The Ramp...it's beautiful!
The Ramp…it’s beautiful!

Now it gets interesting. Firstly let’s look at the Sustrans guidance on bollards.

Sustrans Guidance: Post set 1.5m apart 5m from entrance IF necessary.
Sustrans Guidance: Post set 1.5m apart 5m from entrance IF required.

A single row of bollards preferred if required, 1.5m spacing. Min 5m from edge of carriageway or back of footway, or further where cycle numbers are high.

You would expect that the people designing a cycle/footway would be extremely familiar with this guidance. You would almost expect them to professionally have an interest in following this guidance, would almost insist that they were trained by Sustrans in delivering good cycle infrastructure, but apparently not, because they’ve added this:

A single bollard set 5m back from exit on a 3m wide path...oh wait.
A single bollard set 5m back from exit on a 3m wide path…oh wait.

That is shockingly bad. The path is 3m wide. It needs one, just ONE bollard set 5m from the entrance. That is what the guidance says. This is frankly shocking and unprofessional. Sorry no excuse. This absolutely should be following Sustrans guidance. It even created accessibility issues. Bollards are 20cm square. Measurements are centre to centre. The gap will be just under 1m.

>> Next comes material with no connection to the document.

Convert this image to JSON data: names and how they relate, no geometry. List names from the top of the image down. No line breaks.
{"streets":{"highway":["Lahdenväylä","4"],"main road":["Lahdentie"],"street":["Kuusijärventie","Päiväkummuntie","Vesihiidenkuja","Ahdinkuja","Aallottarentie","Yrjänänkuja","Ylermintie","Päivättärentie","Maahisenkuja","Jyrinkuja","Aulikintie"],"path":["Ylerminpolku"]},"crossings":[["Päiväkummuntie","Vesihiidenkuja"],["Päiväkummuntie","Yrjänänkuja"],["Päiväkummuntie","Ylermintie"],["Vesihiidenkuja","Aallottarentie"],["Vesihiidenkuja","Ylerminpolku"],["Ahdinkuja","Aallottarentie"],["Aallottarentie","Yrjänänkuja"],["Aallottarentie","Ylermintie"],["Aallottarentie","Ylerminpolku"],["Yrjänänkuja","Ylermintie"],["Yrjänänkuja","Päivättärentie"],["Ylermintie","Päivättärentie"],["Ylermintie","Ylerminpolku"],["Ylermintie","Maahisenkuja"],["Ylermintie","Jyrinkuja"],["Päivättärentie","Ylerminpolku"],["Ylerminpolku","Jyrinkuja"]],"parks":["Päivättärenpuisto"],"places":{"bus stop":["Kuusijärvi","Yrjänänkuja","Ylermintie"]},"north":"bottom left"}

So then we get on to the ‘if required’.

A completely unnecessary random bollard on the ramp but hey moaaaar bollards is good right?
A completely unnecessary random bollard on the ramp but hey moaaaar bollards is good right?

Nothing like a non-illuminated bollard on a ramp and about to hit a corner where you need to slow down anyway. Bollards are there to block vehicular access. That is their reason for existence. I’m guessing there is a possibility of a vehicle going up the ramp, however the bollard at the top does the job of blocking the access to the road. This bollard is completely unnecessary and potentially dangerous.

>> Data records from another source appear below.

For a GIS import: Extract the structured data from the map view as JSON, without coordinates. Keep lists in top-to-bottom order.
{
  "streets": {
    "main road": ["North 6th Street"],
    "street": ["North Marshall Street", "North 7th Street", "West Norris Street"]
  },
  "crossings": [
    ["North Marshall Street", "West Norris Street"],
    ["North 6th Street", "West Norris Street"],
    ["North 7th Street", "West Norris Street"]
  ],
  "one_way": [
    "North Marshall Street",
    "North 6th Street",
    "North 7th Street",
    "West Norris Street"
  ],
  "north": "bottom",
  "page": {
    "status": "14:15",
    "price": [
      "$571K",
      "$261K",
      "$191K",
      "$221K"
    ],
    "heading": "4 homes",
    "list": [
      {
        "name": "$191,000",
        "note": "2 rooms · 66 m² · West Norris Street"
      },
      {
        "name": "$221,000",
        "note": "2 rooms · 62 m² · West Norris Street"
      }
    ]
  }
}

I’m guessing the bollard will be like all the other bollards on the two tunnels path and be the tall handlebar blocking type.

I'm guessing B1 is the one we see a lot of, the tall, handlebar blocking 20cm square post.
I’m guessing B1 is the one we see a lot of, the tall, handlebar blocking 20cm square post.

So who’s responsible for this design? These people.

This man needs to read the Sustrans Guidance.
This man needs to read the Sustrans Guidance.
These people need to read the Sustrans guidance as well.
These people need to read the Sustrans guidance as well.

We have a primarily cycle scheme being designed by the “Design Group” where none of the officers seem to be trained in delivering cycle infrastructure. Sustrans provide professional design courses (the courses really need accreditation!) which followed up by the David Hembrow Study Tour would provide a solid foundation in designing good cycle infrastructure and not the crap we, the public, seem to be having to deal with on a daily basis.

I really want the “Design Group” to send Steve Froggat, JPH, SRC, and TP on at least the Sustrans design courses AND the study tour. In fact everyone in the design group needs to go on the study tour. The study tour provides a paradigm shift in the way you think about active travel design and should be a requirement for ALL officers involved in public realm space.

[EDIT I have struck through the original just to keep it there and to show what should have been there]

Where this goes really wrong is that this tender document has been given to a contractor to deliver. They will deliver precisely what they have been asked to deliver. The bollards will go in. Then Cycle Bath will have to complain to the council and eventually they will be dug up and the right ones will go in.

Cycle Bath raised the bollard formation with BaNES and were informed that they have flagged to the contractors that the tender document is incorrect in the layout of the bollards and that an on-site correction of the bollard formation will be made. [EDIT: I knew this when writing the article and apologise for not making this clear.]

Why do we have to keep pointing out the how bad you really do this?

Cycle Bath has to keep watching what BaNES does like a hawk. It’s tiring and boring that the officers within the council seem to be stuck somewhere in the 70s. Officers should be taking professional pride in what they are doing. How can they not be wanting to be trained in the latest transport design best practices. They should be demanding to go on the Sustrans courses and the Hembrow Study tour. Why do we have to keep pointing out how REALLY SH*T they are at thinking about anything other than designing for cars.

Dear BaNES, get your house in order.